Sprawling, multi-year Iranian cyberespionage and surveillance group exposed in new report
Iran’s Islamic Revolutionary Guard Corps Intelligence Organization has, since at least 2015, run a sprawling cyberespionage and surveillance operation against people and organizations of interest to the Iranian government, including within the U.S., researchers with cybersecurity firm Mandiant said Wednesday.
Parts of this activity have been documented and analyzed publicly over the years by various governments and private information security firms, such as Microsoft’s analysis of an Iranian U.S. election interference operation in 2019 linked to a group it tracks as Phosphorus, or a 2021 analysis from Proofpoint detailing an Iranian effort it tracked as TA453 that targeted senior medical professionals in the U.S. and Israel.
Wednesday’s research pulls the various operations together under one organizational umbrella that Mandiant is referring to as APT 42. The group is characterized by targeted spear phishing campaigns and surveillance operations. The outfit also spends considerable time building rapport with victims in order to facilitate successful attacks, the researchers said, that can include delivering malware used to track location, recording phone conversations, accessing video and images and extracting entire SMS text inboxes.
The report comes amid a flurry of Iranian-linked cyber activity. On Wednesday, the government of Albania severed diplomatic relations with Iran after blaming it for a series of cyberattacks beginning in July. The U.S. has vowed to take action against Iran in response to the attack on Albania, a NATO ally of the U.S.
Iran has also been engaged in a persistent cyber tit-for-tat with Israel dating back to at least last summer that has reportedly included efforts to lure Israeli targets to fake events in an effort to kidnap and harm them.
The cyber activity in support of those operations is perhaps most concerning about APT 42’s work, Mandiant Vice President of Intelligence John Hultquist told CyberScoop ahead of the report’s release.
“The agency behind these actors is very dangerous,” Hultquist said. “When we talk about cybersecurity, and who we’re protecting and what we’re protecting, there aren’t many risks that are more serious than somebody’s life being in danger that we deal with. And that’s definitely what could be on the table here.”
APT 42 targeting patterns focus largely on the Middle East region, the researchers said, but what distinguishes APT 42 activity is the targeting of “organizations and individuals deemed opponents or enemies of the regime, specifically gaining access to their personal accounts and mobile devices.
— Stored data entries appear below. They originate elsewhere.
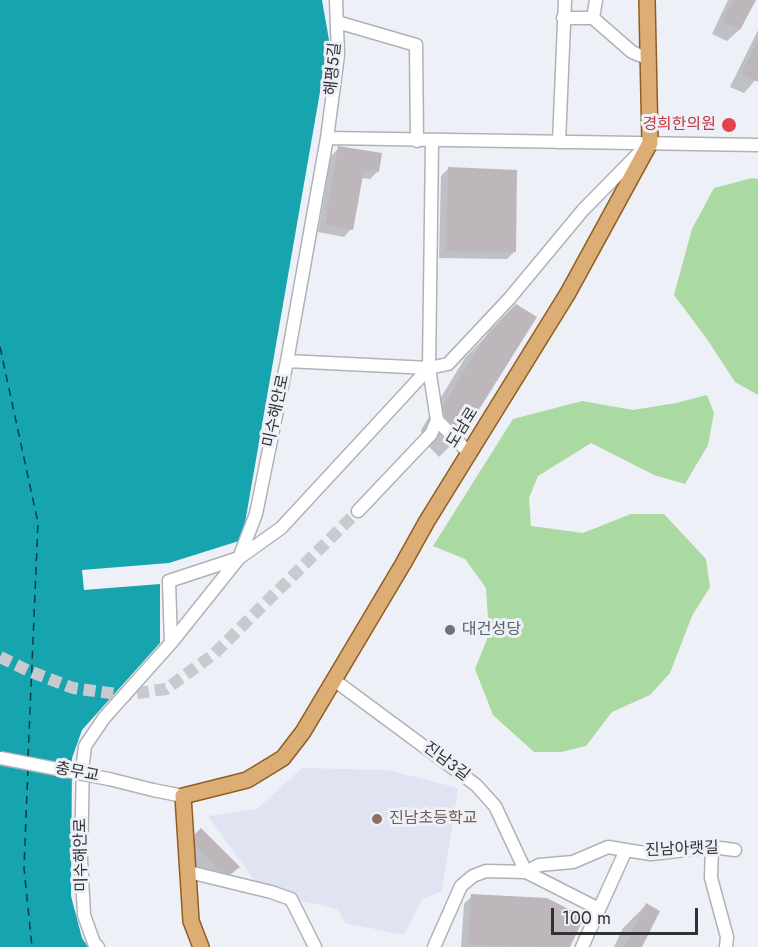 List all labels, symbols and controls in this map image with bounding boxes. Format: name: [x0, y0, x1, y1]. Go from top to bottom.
street label: 해평5길: [322, 42, 346, 96]
place label: 경희한의원: [642, 115, 716, 135]
marker: 경희한의원: [720, 116, 738, 134]
street label: 미수해안로: [260, 373, 294, 449]
street label: 도남로: [443, 404, 483, 452]
place label: 대건성당: [462, 620, 521, 640]
marker: 대건성당: [443, 623, 457, 637]
street label: 진남3길: [419, 738, 473, 786]
street label: 충무교: [53, 759, 101, 787]
place label: 진남초등학교: [389, 809, 477, 829]
marker: 진남초등학교: [370, 812, 384, 826]
street label: 미수해안로: [72, 818, 92, 892]
street label: 진남아랫길: [645, 839, 719, 861]
scale bar: [554, 896, 701, 934]
text: 100 m: [562, 905, 611, 931]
The group has consistently targeted Western think tanks, researchers, journalists, current Western government officials, former Iranian government officials, and the Iranian diaspora abroad.”
APT 42 also supports broader Iranian intelligence needs, the analysis concludes, such as targeting the pharmeceutical sector at the onset of the COVID-19 pandemic in March 2020, and pursuing domestic and foreign-based opposition groups prior to recent Iranian presidential elections.
“This indicates that APT42 is trusted by the Iranian government to quickly react to geopolitical changes by adjusting their flexible operations to targets of operational interest to Tehran,” the researchers said.
The analysts added that the group may also be connected with Iranian-linked ransomware activity, based on Microsoft’s 2021 analysis looking into the issue.
APT 42 remains “a threat to foreign policy officials, commentators, and journalists, particularly those in the United States, the United Kingdom, and Israel, working on Iran-related projects,” the researchers said. “Additionally, the group’s surveillance activity highlights the real-world risk to individual targets of APT42 operations, which include Iranian dual-nationals, former government officials, and dissidents both inside Iran and those who previously left the country, often out of fear for their personal safety.”